Heat capacity was measured with a commercially designed relaxation calorimeter (Physical Properties Measurement System by Quantum Design) at Salzburg University, Austria. With due care, accuracy can be within 1 % for 5 to 300 K and 5 % for 0.7 to 5 K (Kennedy et al., 2007). The powdered sample was wrapped in a thin Al foil and compressed to produce a 0.5 mm thick pellet, which was then placed onto the sample platform of the calorimeter for the measurement. Measurements were conducted in the temperature interval from 2 to 300 K. The heat capacity between 260 and 280 K was measured by differential scanning calorimetry (DSC) using a PerkinElmer Diamond DSC. Details of the method are described in Benisek et al. (2012).

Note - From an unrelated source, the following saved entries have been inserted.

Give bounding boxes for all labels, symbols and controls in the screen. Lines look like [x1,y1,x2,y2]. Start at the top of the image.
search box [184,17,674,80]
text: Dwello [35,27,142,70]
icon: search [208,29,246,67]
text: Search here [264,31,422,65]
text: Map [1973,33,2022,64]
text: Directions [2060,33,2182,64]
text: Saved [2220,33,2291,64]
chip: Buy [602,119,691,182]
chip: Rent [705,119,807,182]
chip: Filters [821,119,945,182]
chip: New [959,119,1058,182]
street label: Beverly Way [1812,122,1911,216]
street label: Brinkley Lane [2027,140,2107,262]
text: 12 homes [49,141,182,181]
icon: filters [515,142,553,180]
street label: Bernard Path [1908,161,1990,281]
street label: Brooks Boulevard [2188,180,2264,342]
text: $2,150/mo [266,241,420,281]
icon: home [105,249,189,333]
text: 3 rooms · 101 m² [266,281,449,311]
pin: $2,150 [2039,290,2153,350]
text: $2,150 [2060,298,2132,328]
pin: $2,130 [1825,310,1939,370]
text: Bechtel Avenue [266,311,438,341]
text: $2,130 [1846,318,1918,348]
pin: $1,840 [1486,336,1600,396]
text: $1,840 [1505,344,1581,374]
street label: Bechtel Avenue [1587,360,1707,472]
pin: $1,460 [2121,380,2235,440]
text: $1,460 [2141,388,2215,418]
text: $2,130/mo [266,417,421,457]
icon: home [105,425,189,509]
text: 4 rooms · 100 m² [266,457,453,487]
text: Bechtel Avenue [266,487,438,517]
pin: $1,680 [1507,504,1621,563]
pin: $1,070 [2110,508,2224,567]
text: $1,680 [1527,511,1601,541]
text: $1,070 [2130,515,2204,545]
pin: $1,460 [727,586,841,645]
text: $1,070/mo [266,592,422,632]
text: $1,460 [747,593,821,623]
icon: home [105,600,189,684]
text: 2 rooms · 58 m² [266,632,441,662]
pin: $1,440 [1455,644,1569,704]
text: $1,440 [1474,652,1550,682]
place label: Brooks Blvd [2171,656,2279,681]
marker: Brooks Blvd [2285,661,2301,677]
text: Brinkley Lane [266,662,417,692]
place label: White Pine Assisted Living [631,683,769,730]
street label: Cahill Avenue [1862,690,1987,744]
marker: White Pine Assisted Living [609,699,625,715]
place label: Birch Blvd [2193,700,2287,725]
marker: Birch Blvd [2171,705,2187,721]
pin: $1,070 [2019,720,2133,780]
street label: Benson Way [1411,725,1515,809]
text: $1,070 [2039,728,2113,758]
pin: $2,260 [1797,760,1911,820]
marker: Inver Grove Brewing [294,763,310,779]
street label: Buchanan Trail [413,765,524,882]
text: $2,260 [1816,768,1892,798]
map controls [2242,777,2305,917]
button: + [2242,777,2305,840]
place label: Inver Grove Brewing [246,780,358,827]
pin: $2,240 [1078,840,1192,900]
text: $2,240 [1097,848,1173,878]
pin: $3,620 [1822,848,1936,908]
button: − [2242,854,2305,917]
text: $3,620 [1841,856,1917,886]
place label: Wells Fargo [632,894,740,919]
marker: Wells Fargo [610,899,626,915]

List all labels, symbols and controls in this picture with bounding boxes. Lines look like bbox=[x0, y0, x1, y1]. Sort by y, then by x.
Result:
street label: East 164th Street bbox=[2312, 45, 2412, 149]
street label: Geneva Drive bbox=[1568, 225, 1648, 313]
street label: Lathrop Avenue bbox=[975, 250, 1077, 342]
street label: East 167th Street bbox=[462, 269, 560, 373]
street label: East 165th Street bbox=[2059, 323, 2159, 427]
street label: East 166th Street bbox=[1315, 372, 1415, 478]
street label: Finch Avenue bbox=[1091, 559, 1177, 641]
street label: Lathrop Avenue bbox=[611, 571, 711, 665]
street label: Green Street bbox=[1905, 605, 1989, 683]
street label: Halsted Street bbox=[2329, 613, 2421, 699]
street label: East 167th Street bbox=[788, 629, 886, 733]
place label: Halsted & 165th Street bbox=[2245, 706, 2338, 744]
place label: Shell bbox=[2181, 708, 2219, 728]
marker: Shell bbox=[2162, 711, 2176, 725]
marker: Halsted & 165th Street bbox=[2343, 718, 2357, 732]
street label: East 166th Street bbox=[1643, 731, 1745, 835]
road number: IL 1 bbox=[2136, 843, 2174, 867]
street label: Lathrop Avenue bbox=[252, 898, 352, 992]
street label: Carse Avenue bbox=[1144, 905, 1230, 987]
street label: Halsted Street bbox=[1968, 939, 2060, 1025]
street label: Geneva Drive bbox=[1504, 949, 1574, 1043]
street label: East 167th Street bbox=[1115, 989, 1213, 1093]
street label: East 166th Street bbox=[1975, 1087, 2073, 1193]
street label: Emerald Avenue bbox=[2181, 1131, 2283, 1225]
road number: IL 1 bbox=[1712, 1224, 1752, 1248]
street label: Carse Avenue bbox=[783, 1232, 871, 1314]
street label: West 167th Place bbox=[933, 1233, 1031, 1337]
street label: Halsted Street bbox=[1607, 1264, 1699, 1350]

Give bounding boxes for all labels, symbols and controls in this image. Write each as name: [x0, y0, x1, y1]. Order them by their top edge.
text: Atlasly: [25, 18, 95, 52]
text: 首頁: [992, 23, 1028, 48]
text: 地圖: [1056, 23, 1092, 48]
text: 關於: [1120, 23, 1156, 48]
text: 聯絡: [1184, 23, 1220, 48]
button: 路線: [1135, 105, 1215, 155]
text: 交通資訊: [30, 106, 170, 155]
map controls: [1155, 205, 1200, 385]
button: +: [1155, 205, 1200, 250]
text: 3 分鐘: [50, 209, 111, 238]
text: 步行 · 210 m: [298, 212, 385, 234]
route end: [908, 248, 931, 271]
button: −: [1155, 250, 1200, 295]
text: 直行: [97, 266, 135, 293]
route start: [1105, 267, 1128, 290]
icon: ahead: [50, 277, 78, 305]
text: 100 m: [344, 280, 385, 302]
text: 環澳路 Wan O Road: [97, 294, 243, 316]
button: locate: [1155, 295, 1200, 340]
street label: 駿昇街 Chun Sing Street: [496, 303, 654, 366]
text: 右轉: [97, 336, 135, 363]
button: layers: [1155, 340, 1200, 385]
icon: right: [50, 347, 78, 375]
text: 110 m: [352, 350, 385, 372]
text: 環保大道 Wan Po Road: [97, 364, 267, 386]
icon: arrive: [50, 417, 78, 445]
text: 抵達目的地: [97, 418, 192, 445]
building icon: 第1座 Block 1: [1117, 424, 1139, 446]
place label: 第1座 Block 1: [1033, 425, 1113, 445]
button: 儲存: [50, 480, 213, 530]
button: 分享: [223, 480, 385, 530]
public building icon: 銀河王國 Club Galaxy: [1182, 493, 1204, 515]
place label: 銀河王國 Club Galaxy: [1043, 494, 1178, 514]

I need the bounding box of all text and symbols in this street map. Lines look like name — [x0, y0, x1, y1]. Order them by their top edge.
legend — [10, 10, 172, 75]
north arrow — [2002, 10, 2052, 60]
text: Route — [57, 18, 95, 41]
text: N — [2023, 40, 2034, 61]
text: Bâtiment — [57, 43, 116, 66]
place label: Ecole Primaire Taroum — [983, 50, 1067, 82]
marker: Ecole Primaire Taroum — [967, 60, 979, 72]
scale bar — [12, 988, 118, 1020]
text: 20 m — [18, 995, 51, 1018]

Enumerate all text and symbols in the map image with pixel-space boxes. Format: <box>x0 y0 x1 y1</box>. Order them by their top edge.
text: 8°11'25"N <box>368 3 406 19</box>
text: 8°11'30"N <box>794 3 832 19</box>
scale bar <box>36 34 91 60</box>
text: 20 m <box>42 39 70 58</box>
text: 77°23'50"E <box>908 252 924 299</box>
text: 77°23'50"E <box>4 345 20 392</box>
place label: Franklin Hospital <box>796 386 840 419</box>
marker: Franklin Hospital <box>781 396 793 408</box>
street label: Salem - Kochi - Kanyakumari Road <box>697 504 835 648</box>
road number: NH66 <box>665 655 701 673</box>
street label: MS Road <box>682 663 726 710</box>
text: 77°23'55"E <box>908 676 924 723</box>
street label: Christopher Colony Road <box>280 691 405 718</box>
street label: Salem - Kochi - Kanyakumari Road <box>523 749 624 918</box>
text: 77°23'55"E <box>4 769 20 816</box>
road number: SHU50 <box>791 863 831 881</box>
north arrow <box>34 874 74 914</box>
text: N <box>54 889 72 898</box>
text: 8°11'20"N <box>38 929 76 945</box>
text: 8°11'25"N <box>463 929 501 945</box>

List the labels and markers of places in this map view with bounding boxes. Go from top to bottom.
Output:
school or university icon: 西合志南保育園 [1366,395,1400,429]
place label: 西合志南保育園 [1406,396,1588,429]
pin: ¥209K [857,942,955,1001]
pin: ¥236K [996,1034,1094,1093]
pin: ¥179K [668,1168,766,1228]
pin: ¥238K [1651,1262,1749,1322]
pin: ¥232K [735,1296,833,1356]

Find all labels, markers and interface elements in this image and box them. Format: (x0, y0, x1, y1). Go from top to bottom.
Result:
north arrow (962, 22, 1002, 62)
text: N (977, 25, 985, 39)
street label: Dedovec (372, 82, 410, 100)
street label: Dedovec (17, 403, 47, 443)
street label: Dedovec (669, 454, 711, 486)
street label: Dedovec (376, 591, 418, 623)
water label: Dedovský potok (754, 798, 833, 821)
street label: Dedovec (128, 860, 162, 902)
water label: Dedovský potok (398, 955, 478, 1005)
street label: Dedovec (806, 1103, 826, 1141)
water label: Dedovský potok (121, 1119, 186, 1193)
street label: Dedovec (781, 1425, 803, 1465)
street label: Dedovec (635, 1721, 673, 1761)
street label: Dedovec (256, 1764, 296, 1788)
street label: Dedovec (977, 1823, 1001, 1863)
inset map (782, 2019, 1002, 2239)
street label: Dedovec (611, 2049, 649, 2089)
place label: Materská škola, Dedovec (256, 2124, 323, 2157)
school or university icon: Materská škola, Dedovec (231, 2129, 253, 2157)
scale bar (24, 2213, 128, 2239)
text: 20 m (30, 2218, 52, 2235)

The programs Geochemist's Workbench^® (Bethke, 2011; Bethke et al., 2019) and PHREEQC (Parkhurst and Appelo, 1999) with the Lawrence Livermore National Laboratory (LLNL) thermodynamic database were used for some of the thermodynamic calculations performed in this work. The database was extended with the data for geminite, pushcharovskite, liroconite (this work), olivenite (Majzlan et al., 2015), euchroite (Majzlan et al., 2017), cornubite and clinoclase (Magalhães et al., 1988).

Table 2 Crystal data, collection and refinement parameters for liroconite.

4 Results

All of the studied samples consist of a single phase, except for the natural geminite, which contains a minor arsenolite impurity. The full-profile fit of the PXRD data of geminite indicates 1.1 mass % of arsenolite in the mixture. The quality of the geminite crystal prevented us from the collection of a dataset with reasonable intensity statistics. Therefore, we report here only the unit cell parameters (Table 1). The lattice parameters of pushcharovskite (refined after Pushcharovsky et al., 2000) are shown in Table 1. The potassium atom, which is in the structure of the natural sample of Pushcharovsky et al. (2000), was deleted for the refinement to account for the lack of potassium in this sample of pushcharovskite.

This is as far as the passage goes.